このような役割を負うには、確かな知的能力と体力、そして精神力と、なにより使命感や正義感が必要です。皆さまの支えなくしてできることではありません。皆さまの喜ぶ顔なくしてできることではありません。 

私は心優しく、誰にも好かれ、そして力もあるアンパンマンに憧れているのです。そしてアンパンマンの世界が憧れでもあります。あの多様性はどうでしょう。一人として同じ人はいません。みんな似通ってるのはあのばい菌みたいなヤツくらいです。

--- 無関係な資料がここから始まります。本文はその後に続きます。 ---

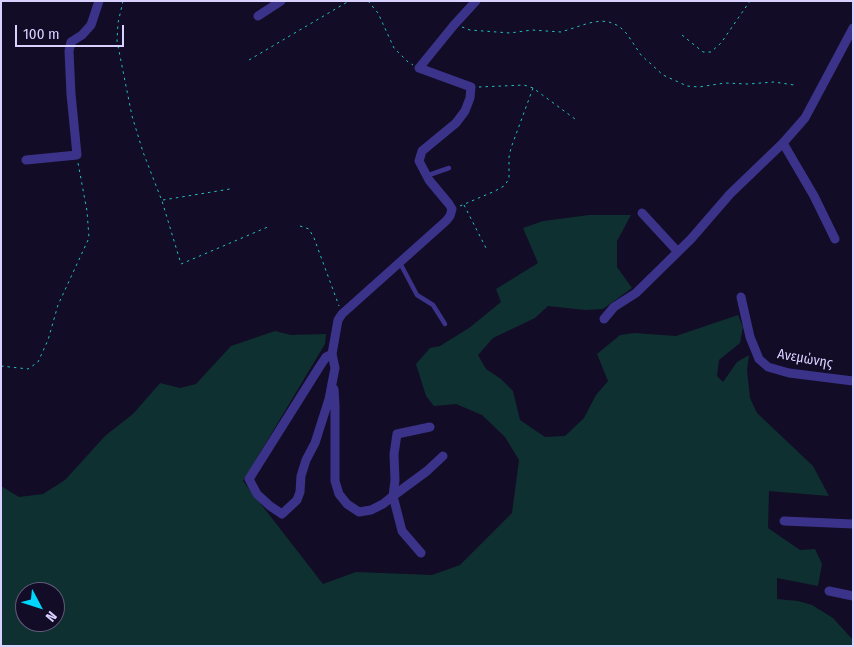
<!DOCTYPE html>
<html>
<head>
<meta charset="utf-8">
<style>
  body { margin:0 }
  #map { position:relative; width:854px; height:647px; overflow:hidden; background:#120c26; font-family:"Fira Sans Condensed",sans-serif }
  canvas { display:block }
  .frame { position:absolute; inset:0; border:2px solid #d9d1ff; pointer-events:none }
  .north { position:absolute; left:15px; top:582px; width:50px; height:50px; box-sizing:border-box; background:#120c26; border:1px solid #625b7d; border-radius:50%; rotate:130deg; font-size:14px; font-weight:700; line-height:20px; text-align:center; color:#d9d1ff }
  .north::after { content:''; display:block; margin:auto; width:18px; height:22px; background:#00d6fc; clip-path:polygon(50% 0,100% 100%,50% 72%,0 100%) }
  .scale { position:absolute; left:15px; top:25px; width:109px; height:22px; box-sizing:border-box; border:2px solid #d9d1ff; border-top:0; padding-left:6px; font-size:15px; line-height:18px; white-space:nowrap; color:#d9d1ff; -webkit-text-stroke:4px #120c26; paint-order:stroke }
</style>
</head>
<body>
<div id="map">
<canvas width="854" height="647"></canvas>
<div class="frame"></div>
<div class="north">N</div>
<div class="scale">100 m</div>
</div>
<script>
const ctx = document.querySelector('canvas').getContext('2d');
ctx.lineJoin = 'round';
function fill(path, color) { ctx.fillStyle = color; ctx.fill(path, 'evenodd'); }
const shape = rows => new Path2D(rows.map(r => 'M' + r).join(''));
function stroke(path, color, width, dash) { ctx.strokeStyle = color; ctx.lineWidth = width; ctx.lineCap = dash ? 'butt' : 'round'; ctx.setLineDash(dash || []); ctx.stroke(path); }
function drawText(font, color, halo, rows, align = 'center') {
  ctx.font = font + ' "Fira Sans Condensed",sans-serif'; ctx.lineWidth = 4; ctx.setLineDash([]); ctx.textBaseline = 'middle'; ctx.strokeStyle = halo; ctx.fillStyle = color; for (const [text, x, y, turn = 0] of rows) {
    ctx.save(); ctx.translate(x, y); ctx.rotate((+turn || 0) * Math.PI / 180); ctx.textAlign = isNaN(turn) ? turn : align; if (halo) ctx.strokeText(text, 0, 0); ctx.fillText(text, 0, 0); ctx.restore();
  }
}
fill(shape([
  [589,215,631,215,617,241,617,267,632,288,603,309,585,310,548,306,535,318,493,338,478,355,486,369,501,379,513,391,520,420,545,437,565,436,584,418,596,395,608,381,597,354,620,335,634,333,676,336,738,315,743,327,740,343,719,360,717,376,723,382,737,362,749,355,747,370,750,398,757,413,813,466,829,496,769,491,768,528,800,550,815,549,822,564,818,586,777,578,777,599,798,601,812,605,833,618,853,640,853,646,1,646,1,486,19,497,43,494,65,480,106,435,133,414,160,383,180,388,196,384,231,346,275,331,291,335,326,334,325,344,243,481,323,584,356,572,432,575,460,565,512,513,519,460,505,437,482,415,456,404,434,406,426,396,416,364,430,348,440,346,469,328,501,302,496,289,538,263,523,228,543,221],
  [25,592,55,592,55,622,25,622]
]), '#0f3031');
stroke(shape([
  [123,1,118,23,117,41,132,116,143,152,162,201,181,264,270,226],
  [368,1,378,13,394,48,408,62,413,65],
  [462,27,470,30,510,33,532,30,561,32,589,23,601,21,609,22,619,26,627,34,641,55,663,75,687,86,699,87,725,83,748,84,774,82,794,85],
  [682,35,703,52,711,52,721,43,750,1],
  [249,60,349,1],
  [479,87,524,85,533,88,575,119],
  [163,200,230,189],
  [464,205,486,248],
  [460,206,495,191,504,186,509,179,509,157,511,148,533,88],
  [300,226,309,229,314,238,339,306],
  [1,366,28,369,38,362,48,340,58,305,89,238,87,211,78,163]
]), '#23c1c0', 1, [2.5, 4]);
stroke(shape([
  [426,176,449,168],
  [400,263,417,295,433,305,445,324]
]), '#3b3389', 4.5);
stroke(shape([
  [258,16,281,1],
  [783,143,814,196,835,239],
  [26,160,77,155,71,94,69,51,71,42,82,35,91,25,99,1],
  [642,213,678,252],
  [741,297,750,337,759,359,768,367,789,373,853,381],
  [604,319,614,307,636,293,691,239,730,194,783,143,805,118,853,28],
  [332,354,326,357,320,366,249,479,257,494,270,506,282,514,297,500,300,492,301,476,306,460,315,443,329,399,335,368,332,354,338,320,342,314,446,221,450,216,452,209,449,204,429,180,419,161,422,151,456,123,465,111,470,98,471,87,419,68,454,25,476,1],
  [334,389,335,405,335,481,339,494,347,504,359,512,371,510,383,504,393,496,395,480,394,454,397,434,430,427],
  [784,521,853,524],
  [421,553,402,531,393,496,427,471,443,456],
  [829,591,853,596]
]), '#3b3389', 9);
drawText('14px', '#d9d1ff', '#120c26', [
  ["Ανεμώνης",805,359,10]
]);
</script>
</body>
</html>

あの秩序とそれを守るアンパンマンの役割はどうでしょう。美しく、楽しく、カッコイイと思うのです。

 最後に

うん。なんかこれはこれできれいごとという感じもしないではないけど、政治家がそこらにいても何とも思わないけど、各都道府県にアンパンマンがいるのだと思ったら、さぞ頼りになる存在だろうなと思う。 

アンパンマンはアンパンマンで一つの正義という気がするし、これこそが政治家の正しい姿だと思うという感じになるとまたややこしいことになる。

だからあくまで好みの問題として、政治家がアンパンマンだったらいいなって話です。よく分かんないけどアンパンマンが立候補したらすぐ投票するなって感じ。

アンパンマンがどこかの空を飛んでいれば、頑張ろう、僕は僕の幸せを追求しよう、自分が大切だと思うことをしよう、それがこの国に住む条件だって思える気がする。

何かあってもアンパンマンが来てくれる。そしてできることなら、アンパンマンに何かあったときには助けてあげたいな、と考える。ああそうか、身近な人を助けること、身近な誰かを尊重することが、アンパンマンの助けにもなるんだ、と行きつく。

国民と政治家の関係がそんなだったら平和なのにと思う。